Assigned task – Report how many lines in the records hold the string "turn"; give the number and nothing else.

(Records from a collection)
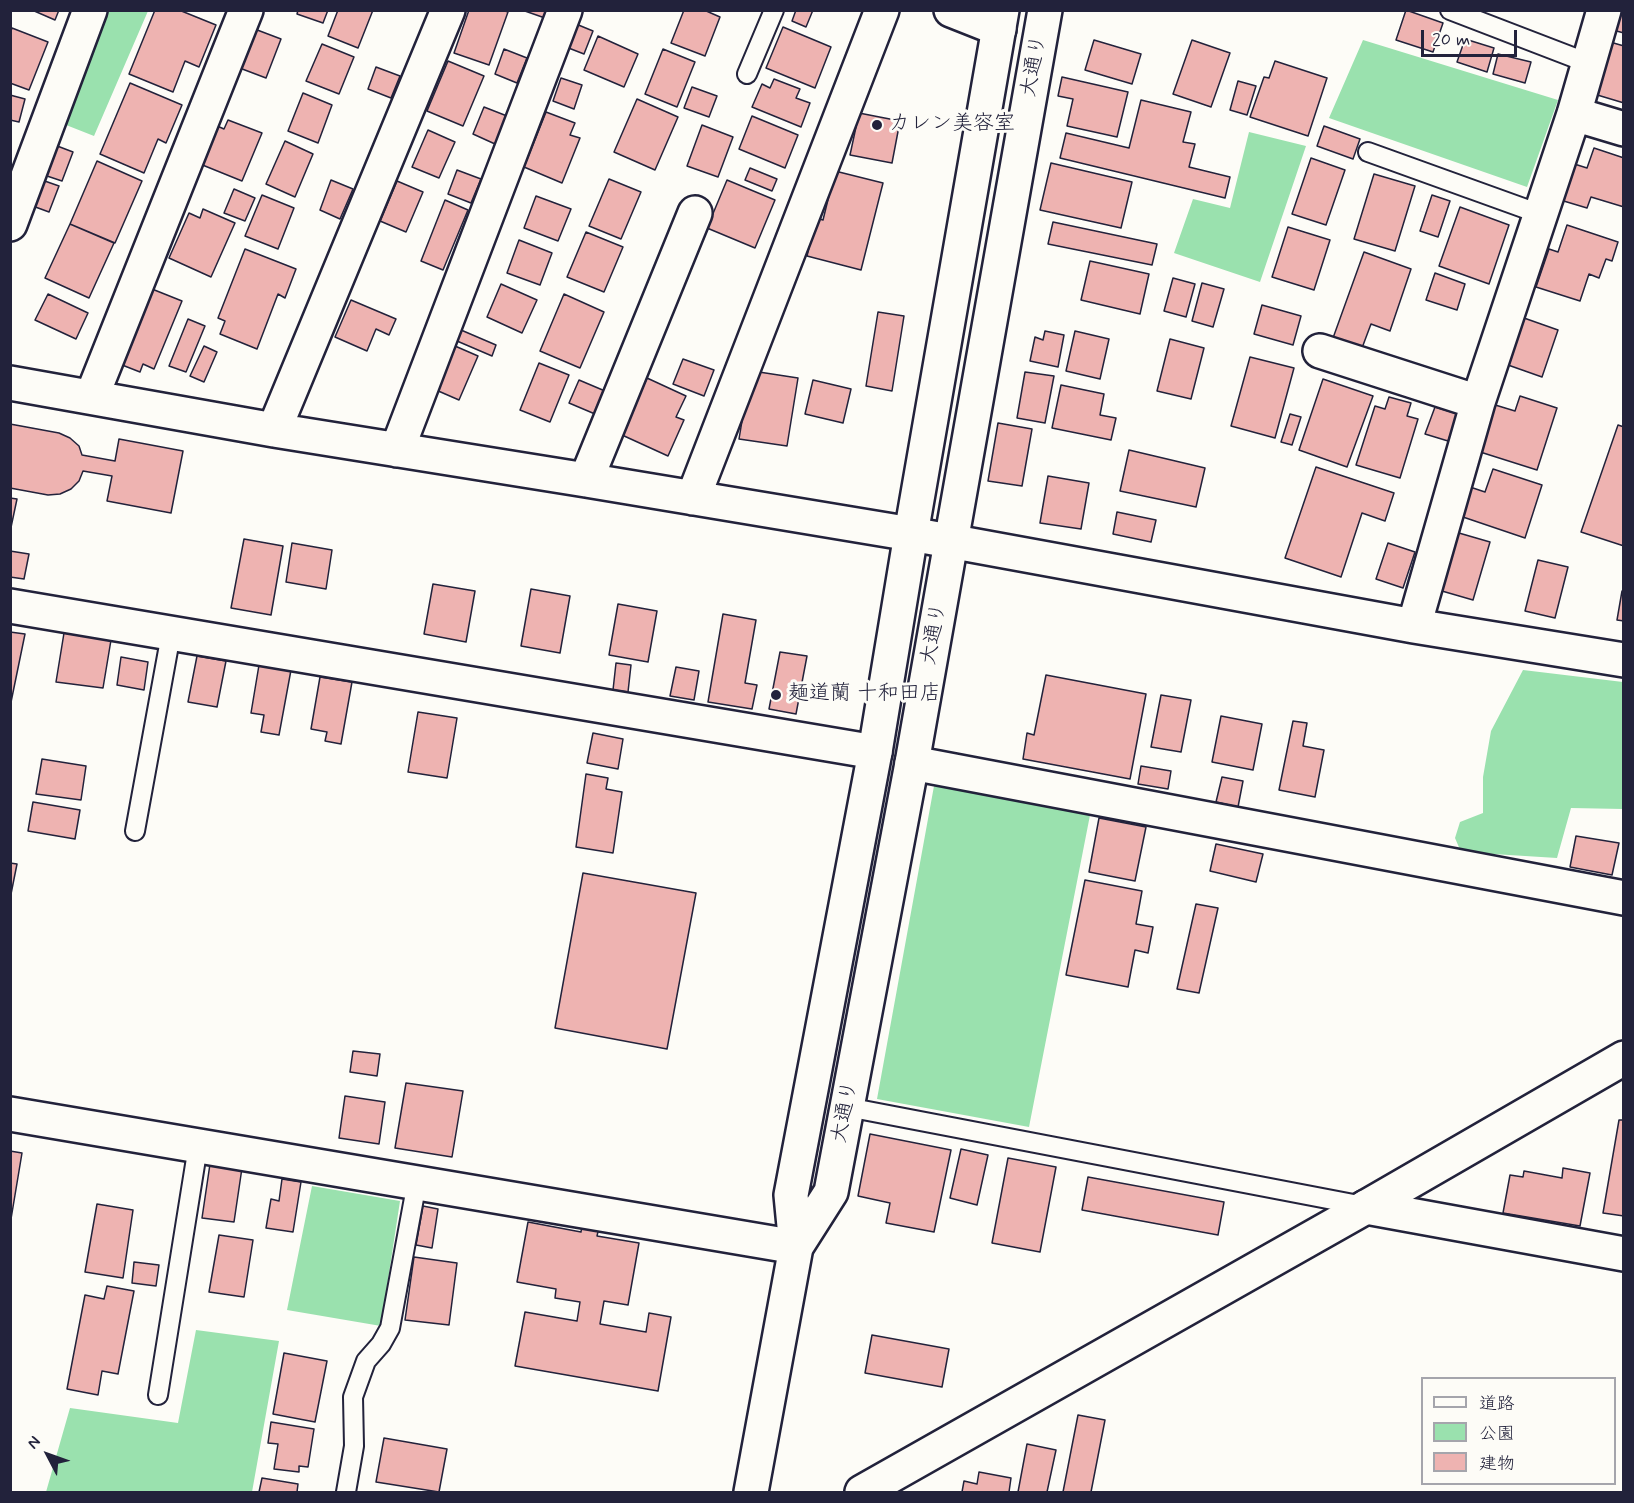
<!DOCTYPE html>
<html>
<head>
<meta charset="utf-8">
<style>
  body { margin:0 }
  #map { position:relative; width:1634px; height:1503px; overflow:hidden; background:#fdfcf7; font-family:Mynerve,"Klee One",sans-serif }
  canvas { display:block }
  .frame { position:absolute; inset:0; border:12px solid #22223b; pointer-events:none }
  .legend { position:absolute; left:1421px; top:1377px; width:195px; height:108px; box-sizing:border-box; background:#fdfcf7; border:2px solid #a5a5ac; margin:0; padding:8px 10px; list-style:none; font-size:18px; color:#22223b }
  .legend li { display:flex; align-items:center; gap:12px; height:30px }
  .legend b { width:30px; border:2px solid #a5a5ac }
  .north { position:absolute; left:18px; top:1425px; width:60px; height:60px; -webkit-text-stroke:4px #fdfcf7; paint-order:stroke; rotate:311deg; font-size:16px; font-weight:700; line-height:24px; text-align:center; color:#22223b }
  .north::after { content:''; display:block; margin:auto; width:21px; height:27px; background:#22223b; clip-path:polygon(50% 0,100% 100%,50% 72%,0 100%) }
  .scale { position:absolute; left:1421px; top:30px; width:96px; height:27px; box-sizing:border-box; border:3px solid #22223b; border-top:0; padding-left:8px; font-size:18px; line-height:21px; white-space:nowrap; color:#22223b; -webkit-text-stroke:4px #fdfcf7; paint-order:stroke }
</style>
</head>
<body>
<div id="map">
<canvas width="1634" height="1503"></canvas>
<div class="frame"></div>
<ul class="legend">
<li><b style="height:8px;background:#fdfcf7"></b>道路</li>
<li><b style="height:16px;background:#9ae1ae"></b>公園</li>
<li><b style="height:16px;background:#eeb3b1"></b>建物</li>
</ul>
<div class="north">N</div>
<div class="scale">20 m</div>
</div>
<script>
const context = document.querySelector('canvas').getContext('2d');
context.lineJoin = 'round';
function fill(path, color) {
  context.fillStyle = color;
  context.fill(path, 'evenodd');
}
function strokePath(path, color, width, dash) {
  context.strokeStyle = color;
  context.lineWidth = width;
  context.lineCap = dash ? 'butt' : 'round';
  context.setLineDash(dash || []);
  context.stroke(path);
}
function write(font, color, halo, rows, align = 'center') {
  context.font = font + ' Mynerve,"Klee One",sans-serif';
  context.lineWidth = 6;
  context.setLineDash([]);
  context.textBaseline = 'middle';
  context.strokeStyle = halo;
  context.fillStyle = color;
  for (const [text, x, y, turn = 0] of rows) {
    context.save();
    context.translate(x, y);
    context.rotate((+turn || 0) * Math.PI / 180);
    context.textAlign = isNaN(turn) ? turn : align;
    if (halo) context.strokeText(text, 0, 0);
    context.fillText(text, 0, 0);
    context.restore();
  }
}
fill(new Path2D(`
  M104,11h44l-54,125 -33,-13z
  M1363,40l195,60 -31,87 -198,-69z
  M1249,132l57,14 -46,136 -86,-29 19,-54 37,9z
  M1523,670l100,12v127l-52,-1 -14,50 -96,-6 -6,-14 5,-16 23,-9v-36l8,-46z
  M934,786l157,24 -62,317 -152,-28z
  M312,1186l88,15 -19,125 -94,-16z
  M196,1330l83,11 -27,151h-206l24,-84 108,15z`), '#9ae1ae');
const building = new Path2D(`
  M32,10h27l-4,10z
  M155,10h24l37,15 -17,42 -14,-6 -12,31 -44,-18z
  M298,10h30l-5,13 -26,-9z
  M338,10h35l-15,38 -30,-12z
  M469,10h33l6,2 -19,53 -35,-12z
  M522,10h25l-2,8z
  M684,10h20l16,7 -15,39 -34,-13z
  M796,10h17l-7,17 -14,-6z
  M1406,10l37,13 -10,29 -37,-12z
  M1615,10h9v23l-15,-4z
  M576,24l17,7 -9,23 -18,-7z
  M783,27l48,20 -16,41 -49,-20z
  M12,28l36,14 -19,48 -19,-7v-50z
  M252,28l29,11 -15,39 -29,-11z
  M598,36l40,18 -14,33 -40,-17z
  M1465,39l29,9 -7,24 -30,-10z
  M1094,40l47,14 -9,30 -47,-14z
  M1192,40l38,13 -19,54 -38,-13z
  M1610,42l14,4v57l-30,-9z
  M322,44l32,13 -15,37 -33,-13z
  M504,49l23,9 -10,25 -22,-9z
  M663,49l32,13 -18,45 -32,-13z
  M1498,54l33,8 -6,21 -32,-9z
  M448,61l36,15 -21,50 -36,-15z
  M1275,61l52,17 -19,58 -58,-19 14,-40 5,1z
  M376,67l24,9 -9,22 -23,-9z
  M1062,77l66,15 -11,45 -50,-11 6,-27 -15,-3z
  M561,78l21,7 -8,24 -21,-8z
  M774,79l26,10 -4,9 14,5 -9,24 -49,-20 10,-23 8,4z
  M1238,81l18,5 -9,29 -17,-5z
  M130,83l52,22 -16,38 -8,-4 -14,34 -44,-19z
  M692,87l25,9 -8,21 -25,-9z
  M303,93l29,12 -14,38 -30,-12z
  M10,95l15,4 -6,23 -9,-2z
  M637,99l41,18 -23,53 -41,-18z
  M1141,100l50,12 -8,30 12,2 -6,23 41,10 -5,21 -165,-40 6,-25 63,15z
  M484,107l23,9 -12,28 -22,-10z
  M546,112l29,11 -5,12 10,3 -18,45 -38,-16z
  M859,113l41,8 -8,42 -42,-8z
  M752,116l46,19 -13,33 -46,-19z
  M228,120l34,13 -20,48 -42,-17 15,-39 9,4z
  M702,125l31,12 -15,40 -31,-11z
  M1324,126l36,13 -7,20 -36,-13z
  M428,130l27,12 -16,36 -27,-11z
  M285,141l28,13 -18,43 -29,-13z
  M52,144l21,8 -11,29 -21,-7z
  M1594,148l30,10v49l-33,-10 -4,11 -30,-9 11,-37 19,6z
  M1311,158l34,12 -19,55 -34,-11z
  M97,161l45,20 -27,62 -45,-19z
  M1051,163l81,19 -11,46 -81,-18z
  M750,168l27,11 -5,12 -27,-11z
  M457,170l24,9 -10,24 -23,-9z
  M835,171l48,12 -22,87 -54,-14 9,-38 7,2z
  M1374,174l41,12 -20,65 -41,-12z
  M39,179l20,7 -10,26 -19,-7z
  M609,179l32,13 -20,47 -32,-13z
  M331,180l22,9 -13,30 -20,-9z
  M727,180l48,20 -20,48 -48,-20z
  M397,181l26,11 -17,40 -26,-11z
  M234,189l21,9 -10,23 -21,-8z
  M262,195l32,13 -16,41 -33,-13z
  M1432,195l18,6 -12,36 -18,-6z
  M536,196l35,13 -13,32 -34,-13z
  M445,200l23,10 -25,60 -22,-9z
  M1460,207l49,18 -20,59 -50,-18z
  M203,209l32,14 -24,54 -42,-19 20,-45 11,5z
  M1053,222l104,22 -5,21 -104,-21z
  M70,224l44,19 -25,55 -44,-20z
  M1567,225l51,17 -6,19 -6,-2 -7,19 -10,-4 -9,27 -44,-14 13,-38 9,3z
  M1288,227l42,13 -16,50 -42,-13z
  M586,232l37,15 -19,45 -37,-15z
  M519,240l33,13 -12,32 -33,-12z
  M245,249l51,20 -11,29 -7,-4 -21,55 -37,-15 5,-13 -7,-3z
  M1364,252l47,17 -21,62 -19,-7 -9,24 -29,-10z
  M1090,261l59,13 -9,40 -59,-14z
  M1435,273l30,11 -8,26 -31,-10z
  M1173,278l22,6 -9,33 -22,-6z
  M1202,283l22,6 -11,38 -21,-6z
  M501,284l36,16 -15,33 -35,-16z
  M147,287l35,14 -28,68 -11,-5 -3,8 -23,-9z
  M48,294l40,19 -12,26 -41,-19z
  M564,294l40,18 -24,56 -40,-17z
  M351,300l45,19 -7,16 -13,-6 -9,22 -32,-14z
  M1262,305l39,11 -8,29 -39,-11z
  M878,312l26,4 -12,75 -26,-5z
  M1524,318l34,12 -16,47 -34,-12z
  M188,319l17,7 -19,46 -17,-6z
  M461,330l35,15 -4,11 -35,-15z
  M1045,331l19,4 -6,32 -28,-6 5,-24 8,3z
  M1075,331l34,8 -9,40 -34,-8z
  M1170,339l34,9 -13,51 -34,-8z
  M204,346l13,6 -13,30 -14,-6z
  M455,346l23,10 -19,44 -23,-10z
  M1250,357l44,11 -19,70 -44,-12z
  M683,359l31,11 -10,26 -31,-12z
  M539,363l30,12 -19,47 -30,-12z
  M759,372l39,6 -11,68 -48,-7 10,-60 8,1z
  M1025,372l29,4 -9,47 -28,-5z
  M647,378l39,18 -10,21 8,3 -16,36 -46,-21z
  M1323,379l50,17 -26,71 -48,-17z
  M579,380l26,11 -10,23 -26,-11z
  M813,380l38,9 -8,34 -38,-9z
  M1061,385l43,9 -4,21 16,3 -5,22 -59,-12z
  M1520,396l37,12 -20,62 -60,-19 15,-47 23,7z
  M1389,397l22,6 -4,13 11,3 -18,59 -44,-13 19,-59 10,3z
  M1435,407l23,7 -10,27 -23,-7z
  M1290,414l11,3 -9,28 -11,-3z
  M998,423l34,6 -10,57 -34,-5z
  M10,424l49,9 11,5 9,8 3,9 33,6 4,-22 64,12 -12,62 -64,-12 5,-25 -29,-5 -4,10 -8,8 -11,5 -12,1 -38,-7z
  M1618,425l6,2v119l-43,-14z
  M1129,450l76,18 -9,39 -76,-16z
  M1316,467l78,26 -9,28 -23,-8 -21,64 -56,-19z
  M1493,469l49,16 -17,53 -65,-22 10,-29 15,5z
  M1048,476l41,7 -8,46 -41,-6z
  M10,498l7,1 -7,33z
  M1117,512l39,8 -5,22 -38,-8z
  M1452,531l38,11 -17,58 -38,-11z
  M244,539l39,7 -12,69 -40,-7z
  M292,543l40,7 -6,39 -40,-7z
  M1388,543l27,9 -12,36 -27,-9z
  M10,551l19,3 -5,25 -14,-2z
  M1538,560l30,7 -13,51 -30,-7z
  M433,584l42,7 -9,51 -42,-8z
  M531,589l39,7 -10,57 -39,-7z
  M1622,591h2v30l-7,-1z
  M618,604l39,7 -9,51 -39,-7z
  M723,614l33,6 -11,63 12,2 -5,24 -44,-7z
  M10,632l15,2 -15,73z
  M64,633l47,7 -8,48 -47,-6z
  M780,652l27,4 -11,58 -27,-5z
  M197,656l29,5 -9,46 -29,-5z
  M121,657l27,5 -4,28 -27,-5z
  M616,663l15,2 -3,27 -15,-2z
  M259,665l32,5 -12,65 -18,-3 3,-17 -13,-2z
  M676,667l23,4 -5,29 -24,-4z
  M1046,675l100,19 -16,85 -107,-20 4,-26 7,2z
  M320,677l32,5 -11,62 -16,-3 2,-9 -16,-3z
  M1161,695l30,5 -10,52 -30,-5z
  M418,712l39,6 -10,60 -39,-6z
  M1221,716l41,8 -9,46 -41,-8z
  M1293,721l14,2 -4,23 21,4 -9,47 -36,-7z
  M593,733l30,6 -5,30 -31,-6z
  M42,759l44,7 -5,34 -45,-6z
  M1141,766l30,5 -3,18 -30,-5z
  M586,774l22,4 -2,11 16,3 -9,61 -37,-6z
  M1222,777l21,4 -5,26 -22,-5z
  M33,802l47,8 -5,29 -47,-8z
  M1099,818l47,9 -11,54 -46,-9z
  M1576,836l43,7 -7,32 -42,-8z
  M1216,844l47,10 -7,28 -46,-11z
  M10,863l7,1 -7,35z
  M583,873l113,20 -29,156 -112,-21z
  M1085,880l57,11 -6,33 17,3 -5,26 -13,-3 -7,37 -62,-12z
  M1196,904l22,4 -19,85 -22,-4z
  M353,1051l27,3 -3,22 -27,-4z
  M406,1083l57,8 -11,66 -57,-9z
  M345,1096l40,6 -6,42 -40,-6z
  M1619,1120h5v96l-21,-3z
  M870,1134l81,16 -17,82 -48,-9 4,-20 -32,-7z
  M961,1149l27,6 -11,50 -27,-7z
  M10,1151l12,2 -12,72z
  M1008,1158l48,9 -16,85 -48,-9z
  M210,1164l32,4 -8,54 -32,-4z
  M1563,1168l27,5 -10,53 -77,-13 7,-38 13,2 1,-6 38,7z
  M1088,1177l136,25 -6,33 -136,-25z
  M282,1179l19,3 -8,50 -27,-4 5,-29 8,2z
  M97,1204l36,6 -10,68 -38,-6z
  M423,1206l15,3 -6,39 -16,-3z
  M583,1219l17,4 -3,13 42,7 -11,62 -24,-4 -4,23 46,8 3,-19 22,4 -13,74 -143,-25 10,-54 52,9 3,-19 -25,-4 1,-9 -39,-7 11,-60 53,10z
  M219,1235l34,5 -9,57 -35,-5z
  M414,1257l43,6 -8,62 -44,-5z
  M134,1262l25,3 -3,21 -24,-3z
  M107,1286l27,5 -16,83 -16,-3 -4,24 -31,-6 18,-94 19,4z
  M872,1335l77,14 -7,38 -77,-14z
  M284,1353l43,8 -12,61 -42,-8z
  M1078,1415l27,5 -14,72h-28z
  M271,1422l43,7 -6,38 -9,-1v6l-25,-3 4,-25 -10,-1z
  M384,1438l63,11 -8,43 -63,-10z
  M1027,1444l29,6 -9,42h-29z
  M979,1472l32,6 -2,14h-47l2,-11 13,3z
  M262,1478l36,6 -1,8h-38z`);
fill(building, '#eeb3b1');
strokePath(building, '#22223b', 1.5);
const lane = new Path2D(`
  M1450,10l138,53
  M747,74l27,-64
  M1368,152l172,62
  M135,831l36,-197
  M847,1107l517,99
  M158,1395l40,-249
  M346,1492l8,-46 -1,-49 13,-36 15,-17 9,-16 27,-146`);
const street = new Path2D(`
  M951,10l48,19
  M1574,114l50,15
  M10,224l80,-214
  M1320,351l158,51
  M10,383l264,47 312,50 325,54 503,92 210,34
  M92,396l154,-386
  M274,430l174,-420
  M397,450l168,-440
  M586,480l109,-267
  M693,498l189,-488
  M10,606l865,146
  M1414,626l64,-224 96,-288 30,-104
  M912,763l712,135
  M10,1114l786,133
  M1366,1207l258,47`);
const secondary = new Path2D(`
  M796,1247l35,-55 81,-429 133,-753
  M751,1492l45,-245 -5,-52 84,-443 36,-218 91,-524
  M862,1492l504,-285 258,-149`);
strokePath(lane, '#22223b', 22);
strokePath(street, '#22223b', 38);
strokePath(secondary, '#22223b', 38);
strokePath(lane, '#fdfcf7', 18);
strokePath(street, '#fdfcf7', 33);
strokePath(secondary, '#fdfcf7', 33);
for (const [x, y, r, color] of [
  [877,125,6,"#22223b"],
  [776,695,6,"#22223b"]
]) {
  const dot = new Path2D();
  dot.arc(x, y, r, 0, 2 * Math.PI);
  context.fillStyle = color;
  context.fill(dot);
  strokePath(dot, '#fdfcf7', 2);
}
write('21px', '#22223b', '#fdfcf7', [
  ["大通り",1035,66,-80],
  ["大通り",935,634,-80],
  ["大通り",846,1112,-79]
]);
write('21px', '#22223b', '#fdfcf7', [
  ["カレン美容室",889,125],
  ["麺道蘭 十和田店",788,695]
], 'left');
</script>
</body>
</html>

Exercise output – 3